Figure 3.. Odor selectivity is reduced in Kenyon cells with increased dendritic claw numbers.

(A) Example KC somatic odor responses in control hemisphere and KC>Tao RNAi (increased dendrite condition) hemispheres with median levels of odor responses, and high levels of odor responses. Grayscale backdrop indicates the cells. Δf/f scale is shown such that all cells with responses < 0.2 are colored black, responses > 3 are colored red. Control dataset shown throughout this figure are the same data as controls for mud RNAi condition in Figure 1, and the sample shown in (A) is the same sample shown in Figure 1G. In Tao RNAi animals, benzaldehyde was switched with octanol due to a crystallization issue with benzaldehyde in the olfactometer. Further discussion is provided in the methods. See also Figure S3 for odor response traces over time for the control and “highly responsive” Tao RNAi images. (B) Pearson correlation matrix (half diagonal displayed) show the linear relation between each pairwise odor comparison across the cells for the control and “highly responsive” KC>Tao RNAi image shown in A. Correlation value (r) can fall in a range of −1 (dark red) to +1 (dark blue).

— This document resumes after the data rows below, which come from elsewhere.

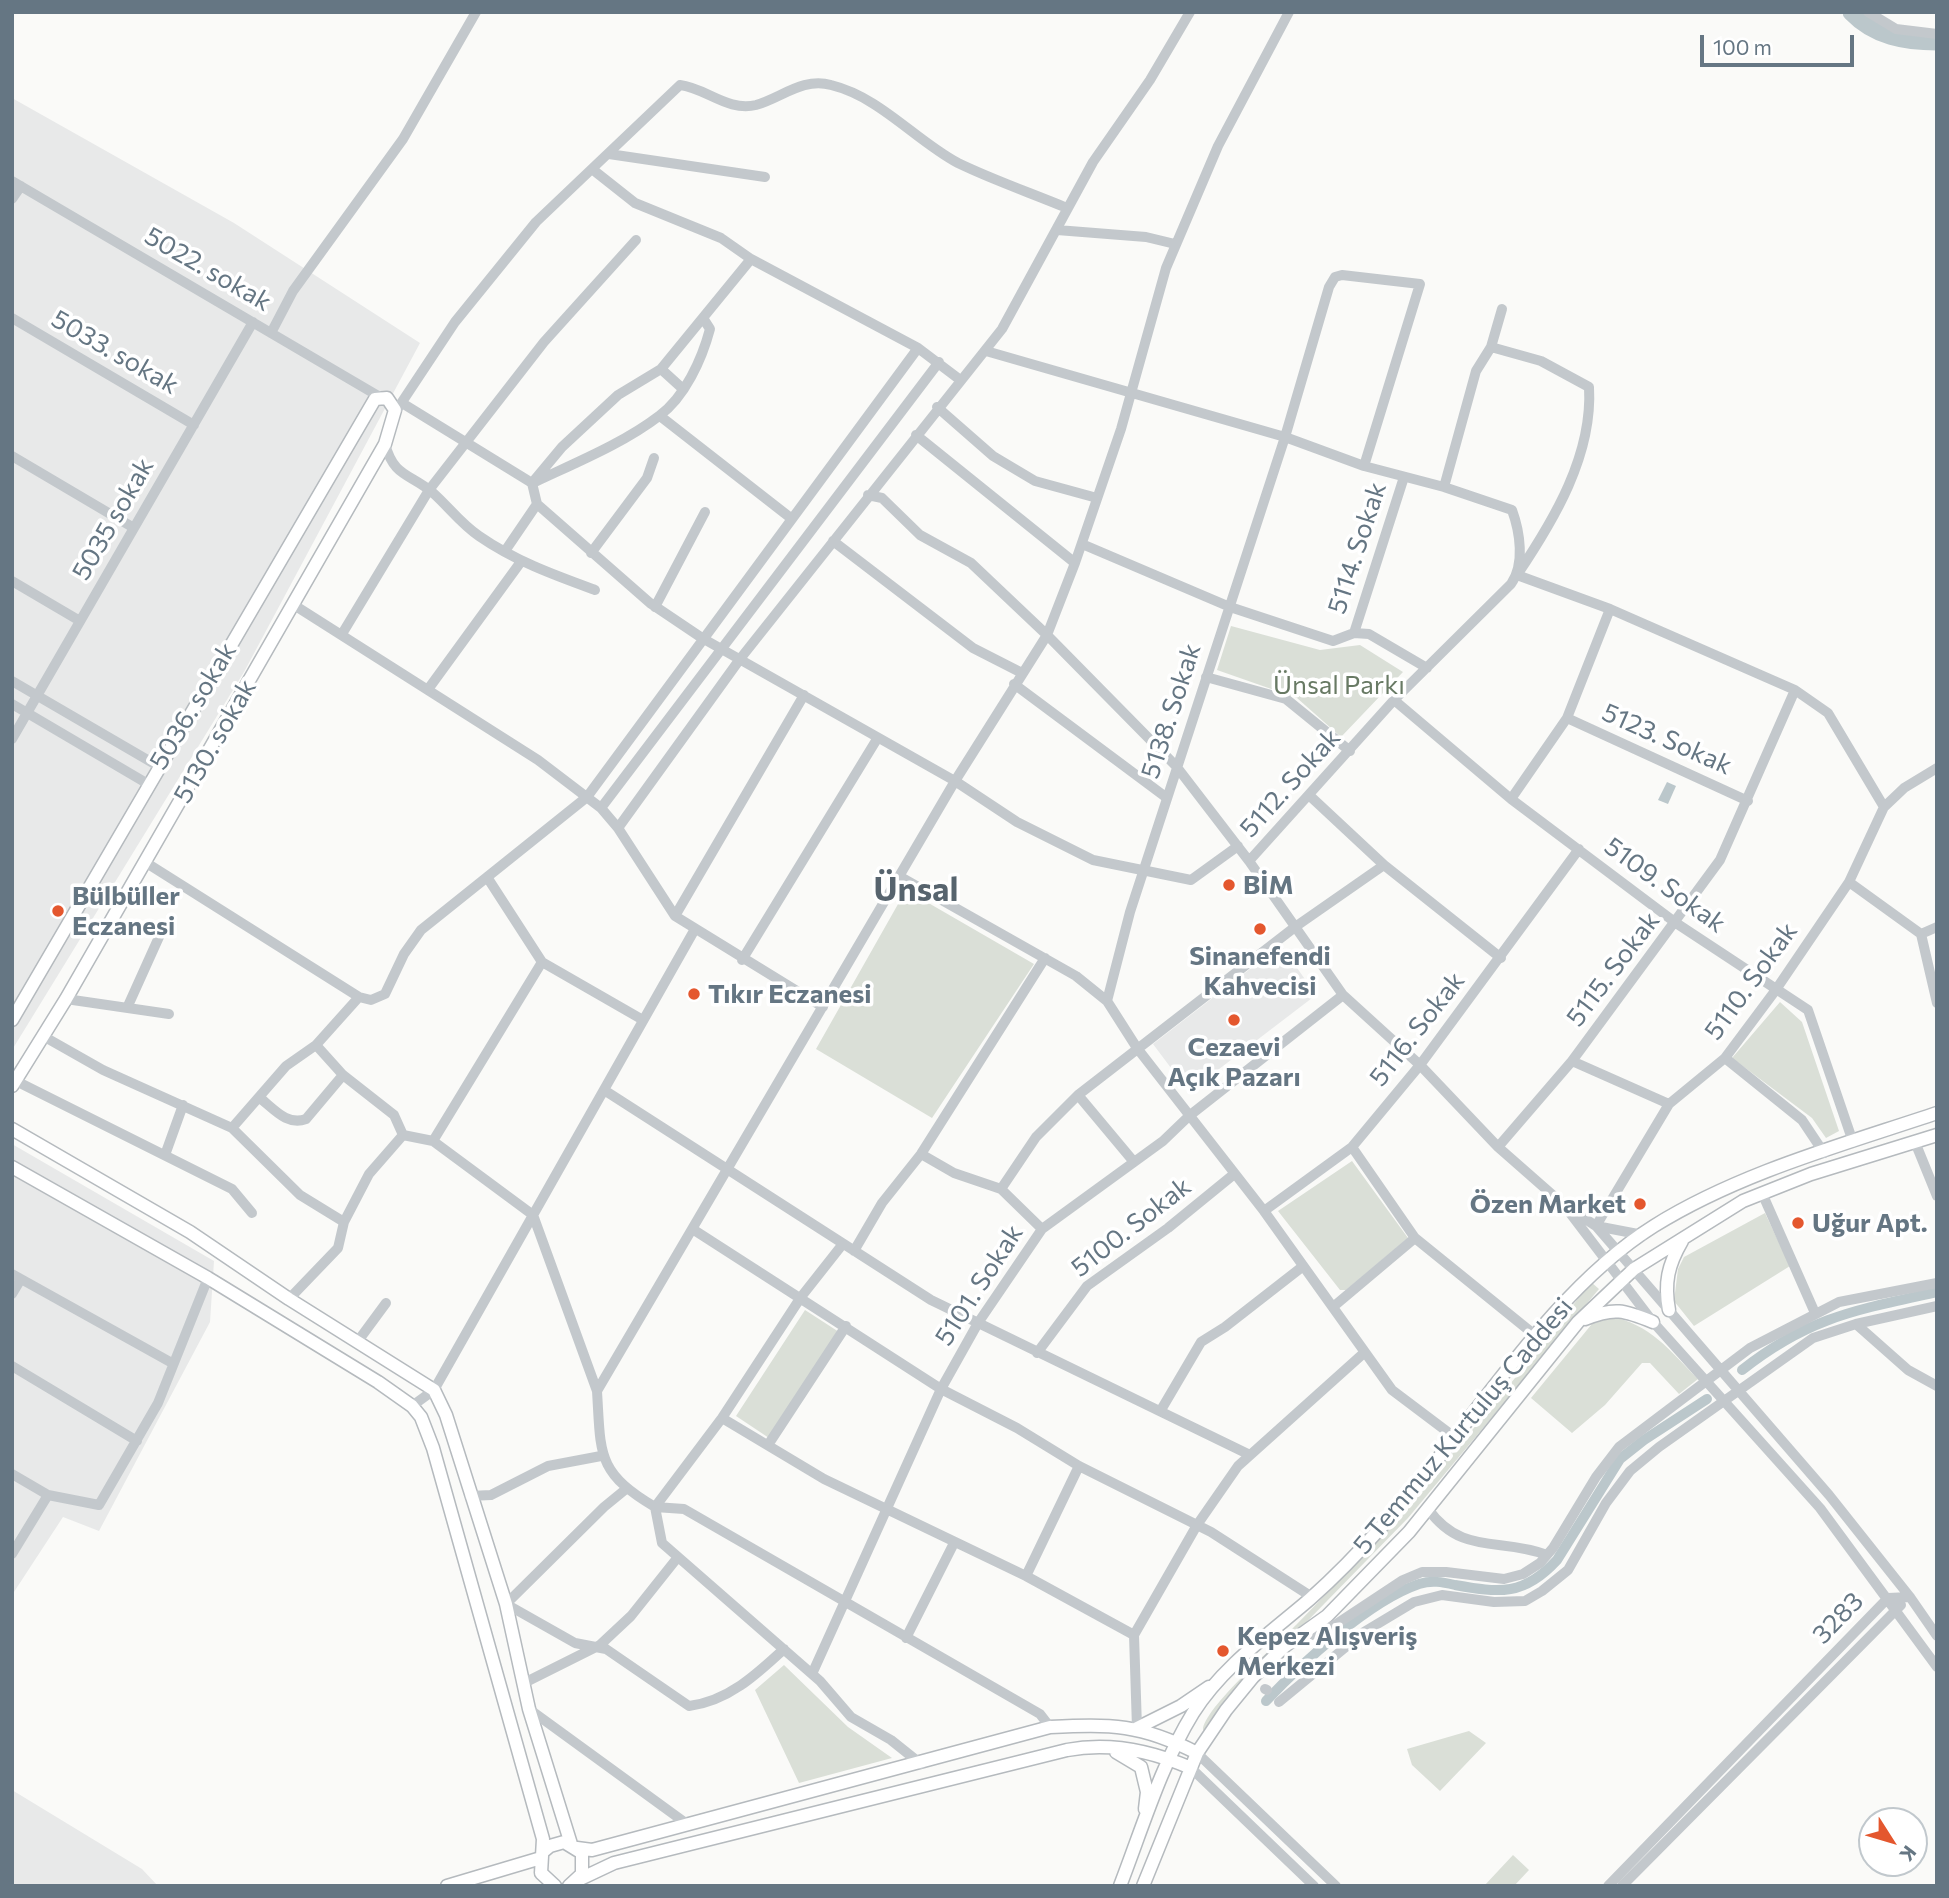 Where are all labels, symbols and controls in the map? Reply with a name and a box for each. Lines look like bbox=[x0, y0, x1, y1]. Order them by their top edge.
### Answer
scale bar bbox=[1704, 21, 1858, 65]
text: 100 m bbox=[1713, 34, 1772, 59]
street label: 5022. sokak bbox=[139, 220, 277, 318]
street label: 5033. sokak bbox=[46, 303, 184, 401]
street label: 5035 sokak bbox=[66, 452, 160, 586]
street label: 5114. Sokak bbox=[1321, 478, 1393, 618]
street label: 5036. sokak bbox=[143, 637, 243, 775]
street label: 5138. Sokak bbox=[1135, 640, 1207, 782]
park label: Ünsal Parkı bbox=[1273, 669, 1405, 701]
street label: 5130. sokak bbox=[167, 674, 263, 808]
street label: 5123. Sokak bbox=[1597, 697, 1737, 781]
street label: 5112. Sokak bbox=[1233, 722, 1347, 844]
street label: 5109. Sokak bbox=[1598, 831, 1732, 939]
place label: BİM bbox=[1243, 869, 1293, 901]
district label: Ünsal bbox=[874, 870, 958, 910]
marker: BİM bbox=[1221, 877, 1237, 893]
place label: Bülbüller Eczanesi bbox=[72, 880, 180, 942]
marker: Bülbüller Eczanesi bbox=[50, 903, 66, 919]
street label: 5115. Sokak bbox=[1560, 906, 1666, 1032]
street label: 5110. Sokak bbox=[1698, 916, 1804, 1046]
marker: Sinanefendi Kahvecisi bbox=[1252, 921, 1268, 937]
place label: Sinanefendi Kahvecisi bbox=[1189, 940, 1331, 1002]
street label: 5116. Sokak bbox=[1363, 966, 1471, 1092]
place label: Tıkır Eczanesi bbox=[708, 978, 872, 1010]
marker: Tıkır Eczanesi bbox=[686, 986, 702, 1002]
marker: Cezaevi Açık Pazarı bbox=[1226, 1012, 1242, 1028]
place label: Cezaevi Açık Pazarı bbox=[1167, 1031, 1301, 1092]
street label: 5100. Sokak bbox=[1065, 1171, 1197, 1283]
place label: Özen Market bbox=[1470, 1188, 1626, 1220]
marker: Özen Market bbox=[1632, 1196, 1648, 1212]
place label: Uğur Apt. bbox=[1812, 1207, 1928, 1239]
marker: Uğur Apt. bbox=[1790, 1215, 1806, 1231]
street label: 5101. Sokak bbox=[928, 1219, 1030, 1351]
street label: 5 Temmuz Kurtuluş Caddesi bbox=[1347, 1292, 1579, 1560]
street label: 3283 bbox=[1806, 1586, 1870, 1650]
place label: Kepez Alışveriş Merkezi bbox=[1237, 1620, 1417, 1682]
marker: Kepez Alışveriş Merkezi bbox=[1215, 1643, 1231, 1659]
north arrow bbox=[1858, 1807, 1928, 1877]
text: K bbox=[1895, 1842, 1922, 1866]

However, we did not observe any negative correlations in this analysis. (C) Peak odor responses of all cells, aggregated from all analyzed samples. Y axis displays log₂-scaled Δf/f values. Dashed line indicates 0.2 Δf/f threshold. Dotted line indicates Δf/f = 0. Black horizontal bars show medians. Significance: Mann-Whitney test. n=349-404 control cells, 496 Tao RNAi cells for each odor. (D) Proportion of cells in each sample responding to each odor above 0.2 Δf/f threshold. Significance: unpaired t-test. (E) For samples in which the same cells could be tracked across all odor presentations, proportion of cells responding to 0, 1, or multiple odors is shown. Bar plots in (D,E) show mean ± SD, and black circled data points correspond to the control, and “median responsive” Tao RNAi images shown in (A). Red circled data points correspond to the “highly responsive” Tao RNAi image in (A). (F) Cumulative proportion of cells responding from 0 up to 4 odors. Lines represent mean of all control (gray; n = 349) and Tao RNAi cells (purple; n = 496). Significance: Kruskal-Wallis test; K-S distance = 0.2318.

Figure 4.. Overexpressing dendritically-targeted Dscam1 in Kenyon cells decreases dendritic claws per cell.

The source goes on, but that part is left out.